The response must consist of each line in the listing that has the word "roads" in it.
(Beginning of Given data)
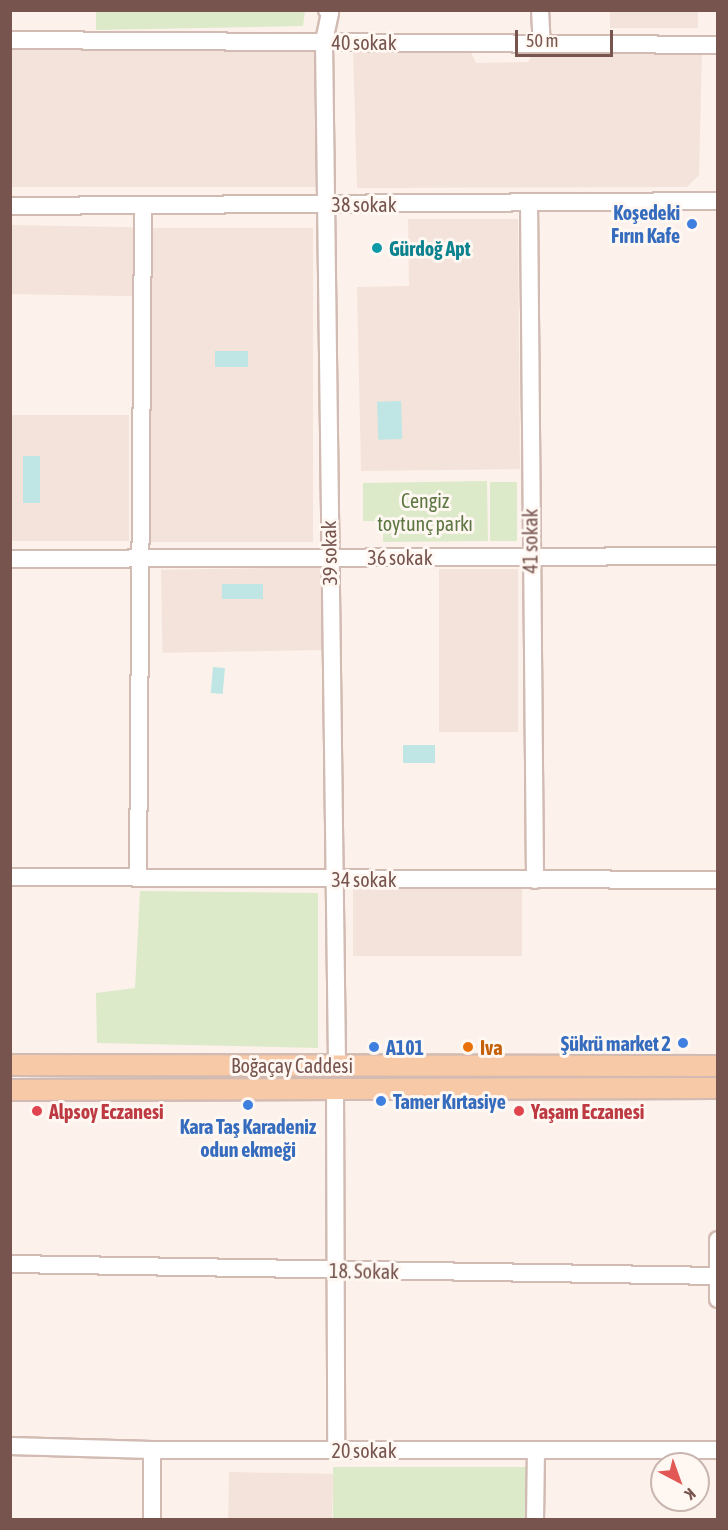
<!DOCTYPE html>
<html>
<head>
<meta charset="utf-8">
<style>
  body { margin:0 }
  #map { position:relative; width:728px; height:1530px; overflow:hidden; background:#fcf2eb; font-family:"Asap Condensed",sans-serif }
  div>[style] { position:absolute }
  .residential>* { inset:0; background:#f4e3da; transform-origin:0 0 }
  .green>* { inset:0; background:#ddeac9; transform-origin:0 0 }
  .water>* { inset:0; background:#bfe6e4; transform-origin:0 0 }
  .roads { filter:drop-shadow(2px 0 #d1bbb3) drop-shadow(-2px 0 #d1bbb3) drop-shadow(0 2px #d1bbb3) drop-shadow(0 -2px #d1bbb3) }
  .minor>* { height:16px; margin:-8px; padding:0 8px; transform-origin:8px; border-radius:8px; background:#fff }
  .major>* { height:20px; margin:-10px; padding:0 10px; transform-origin:10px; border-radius:10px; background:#f8c9a7 }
  .dots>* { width:16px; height:16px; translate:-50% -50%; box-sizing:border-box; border:3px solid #fff7f2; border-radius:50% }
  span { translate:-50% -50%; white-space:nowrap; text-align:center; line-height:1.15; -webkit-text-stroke:6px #fff7f2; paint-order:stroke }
  .street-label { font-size:20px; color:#77554e }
  .shop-label { font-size:20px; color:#366cbe; font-weight:700 }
  .right { translate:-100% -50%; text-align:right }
  .left { translate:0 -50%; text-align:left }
  .culture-label { font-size:20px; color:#0d838f; font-weight:700 }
  .park-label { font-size:20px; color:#5d7743 }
  .food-label { font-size:20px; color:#c56008; font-weight:700 }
  .health-label { font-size:20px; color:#be3a42; font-weight:700 }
  .frame { position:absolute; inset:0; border:12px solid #77554e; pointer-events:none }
  .north { position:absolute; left:650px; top:1452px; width:60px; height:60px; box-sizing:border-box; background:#fff7f2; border:2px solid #c9b6b0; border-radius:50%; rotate:139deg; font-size:16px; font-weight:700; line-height:24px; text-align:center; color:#77554e }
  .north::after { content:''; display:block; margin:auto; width:21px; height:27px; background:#e15855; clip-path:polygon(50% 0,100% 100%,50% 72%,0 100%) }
  .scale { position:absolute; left:515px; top:30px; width:98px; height:27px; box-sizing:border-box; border:3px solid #77554e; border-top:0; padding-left:8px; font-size:18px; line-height:21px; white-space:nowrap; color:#77554e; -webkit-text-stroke:4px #fff7f2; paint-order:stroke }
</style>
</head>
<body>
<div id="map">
  <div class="residential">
    <div style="left:610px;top:11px;width:88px;height:17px"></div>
    <div style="clip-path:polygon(353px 48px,470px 50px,476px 63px,528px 62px,535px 49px,702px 52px,699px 175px,687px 187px,357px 188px)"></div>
    <div style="left:315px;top:49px;width:138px;height:305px;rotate:90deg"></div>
    <div style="clip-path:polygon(408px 219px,518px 219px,520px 469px,361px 471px,357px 287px,409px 286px)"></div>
    <div style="left:10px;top:225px;width:125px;height:69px;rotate:1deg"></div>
    <div style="left:313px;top:228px;width:314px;height:164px;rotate:90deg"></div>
    <div style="left:129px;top:415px;width:126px;height:119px;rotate:90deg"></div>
    <div style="left:322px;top:567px;width:83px;height:161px;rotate:89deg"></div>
    <div style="left:518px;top:569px;width:163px;height:79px;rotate:90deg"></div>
    <div style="left:522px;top:888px;width:68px;height:169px;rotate:90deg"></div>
    <div style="left:229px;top:1472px;width:104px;height:47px;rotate:1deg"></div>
  </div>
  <div class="green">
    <div style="clip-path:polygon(96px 11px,96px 10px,305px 11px,303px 26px,96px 30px)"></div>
    <div style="clip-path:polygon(487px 481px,488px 541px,383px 542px,383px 521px,363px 521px,363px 483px)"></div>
    <div style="left:490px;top:482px;width:27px;height:59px"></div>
    <div style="clip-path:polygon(140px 891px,318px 893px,318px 1048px,97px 1043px,96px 993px,135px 988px)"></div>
    <div style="left:528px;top:1467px;width:52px;height:195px;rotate:90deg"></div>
  </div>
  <div class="water">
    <div style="left:248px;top:351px;width:16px;height:33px;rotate:90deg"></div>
    <div style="left:401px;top:401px;width:38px;height:24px;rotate:88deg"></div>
    <div style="left:23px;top:456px;width:17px;height:47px"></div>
    <div style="left:222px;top:584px;width:41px;height:15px"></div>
    <div style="left:213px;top:667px;width:12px;height:26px;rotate:5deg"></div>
    <div style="left:403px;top:745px;width:32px;height:18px"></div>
  </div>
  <div class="roads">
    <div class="minor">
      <div style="left:327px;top:10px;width:4px;rotate:45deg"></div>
      <div style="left:330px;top:13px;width:29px;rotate:102deg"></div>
      <div style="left:324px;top:41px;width:1024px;rotate:89.27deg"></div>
      <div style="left:540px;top:10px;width:33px;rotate:87deg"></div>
      <div style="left:10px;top:40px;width:708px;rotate:0.4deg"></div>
      <div style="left:529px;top:202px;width:678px;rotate:89.49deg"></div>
      <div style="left:10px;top:206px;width:708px;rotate:-0.4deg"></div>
      <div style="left:10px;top:559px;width:708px;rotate:-0.24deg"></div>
      <div style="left:10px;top:877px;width:708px;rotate:0.24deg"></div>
      <div style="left:138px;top:878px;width:673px;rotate:-89.57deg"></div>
      <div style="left:335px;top:1088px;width:361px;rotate:89.8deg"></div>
      <div style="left:718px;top:1240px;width:59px;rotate:90deg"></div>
      <div style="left:10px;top:1264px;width:707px;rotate:0.97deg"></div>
      <div style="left:10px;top:1446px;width:142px;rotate:1.6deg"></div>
      <div style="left:152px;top:1450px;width:566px"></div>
      <div style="left:152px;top:1450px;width:70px;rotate:90deg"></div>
      <div style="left:535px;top:1520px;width:70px;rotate:-89.2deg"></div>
    </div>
    <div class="major">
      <div style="left:10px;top:1065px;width:708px;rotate:0.08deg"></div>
      <div style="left:10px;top:1090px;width:708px;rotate:-0.16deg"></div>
    </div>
  </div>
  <div class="dots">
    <div style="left:692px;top:224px;background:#3f7fe0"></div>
    <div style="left:377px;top:248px;background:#0f9aa8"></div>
    <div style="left:683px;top:1043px;background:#3f7fe0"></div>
    <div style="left:374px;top:1047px;background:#3f7fe0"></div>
    <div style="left:468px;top:1047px;background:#e8710a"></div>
    <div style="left:381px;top:1101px;background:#3f7fe0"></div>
    <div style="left:248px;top:1105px;background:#3f7fe0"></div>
    <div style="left:37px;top:1111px;background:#e0444e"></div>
    <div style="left:519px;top:1111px;background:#e0444e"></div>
  </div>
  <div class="street-label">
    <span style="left:364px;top:42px">40 sokak</span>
    <span style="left:364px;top:204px">38 sokak</span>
    <span style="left:530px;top:541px;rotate:-90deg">41 sokak</span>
    <span style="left:329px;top:553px;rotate:-91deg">39 sokak</span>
    <span style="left:400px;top:557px">36 sokak</span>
    <span style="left:364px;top:879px">34 sokak</span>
    <span style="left:292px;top:1065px">Boğaçay Caddesi</span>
    <span style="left:364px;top:1271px;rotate:1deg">18. Sokak</span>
    <span style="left:364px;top:1450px">20 sokak</span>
  </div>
  <div class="shop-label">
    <span class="right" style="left:680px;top:224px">Koşedeki<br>Fırın Kafe</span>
    <span class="right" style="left:671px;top:1043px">Şükrü market 2</span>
    <span class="left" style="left:386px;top:1047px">A101</span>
    <span class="left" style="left:393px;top:1101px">Tamer Kırtasiye</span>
    <span style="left:248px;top:1138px">Kara Taş Karadeniz<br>odun ekmeği</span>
  </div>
  <div class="culture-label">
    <span class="left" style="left:389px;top:248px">Gürdoğ Apt</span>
  </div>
  <div class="park-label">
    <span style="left:425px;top:512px">Cengiz<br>toytunç parkı</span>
  </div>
  <div class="food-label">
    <span class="left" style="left:480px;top:1047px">Iva</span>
  </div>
  <div class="health-label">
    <span class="left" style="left:49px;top:1111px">Alpsoy Eczanesi</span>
    <span class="left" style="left:531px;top:1111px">Yaşam Eczanesi</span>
  </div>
  <div class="frame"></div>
  <div class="north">K</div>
  <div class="scale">50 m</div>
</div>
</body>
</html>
(End of Given data)
## Exercise answer
  .roads { filter:drop-shadow(2px 0 #d1bbb3) drop-shadow(-2px 0 #d1bbb3) drop-shadow(0 2px #d1bbb3) drop-shadow(0 -2px #d1bbb3) }
  <div class="roads">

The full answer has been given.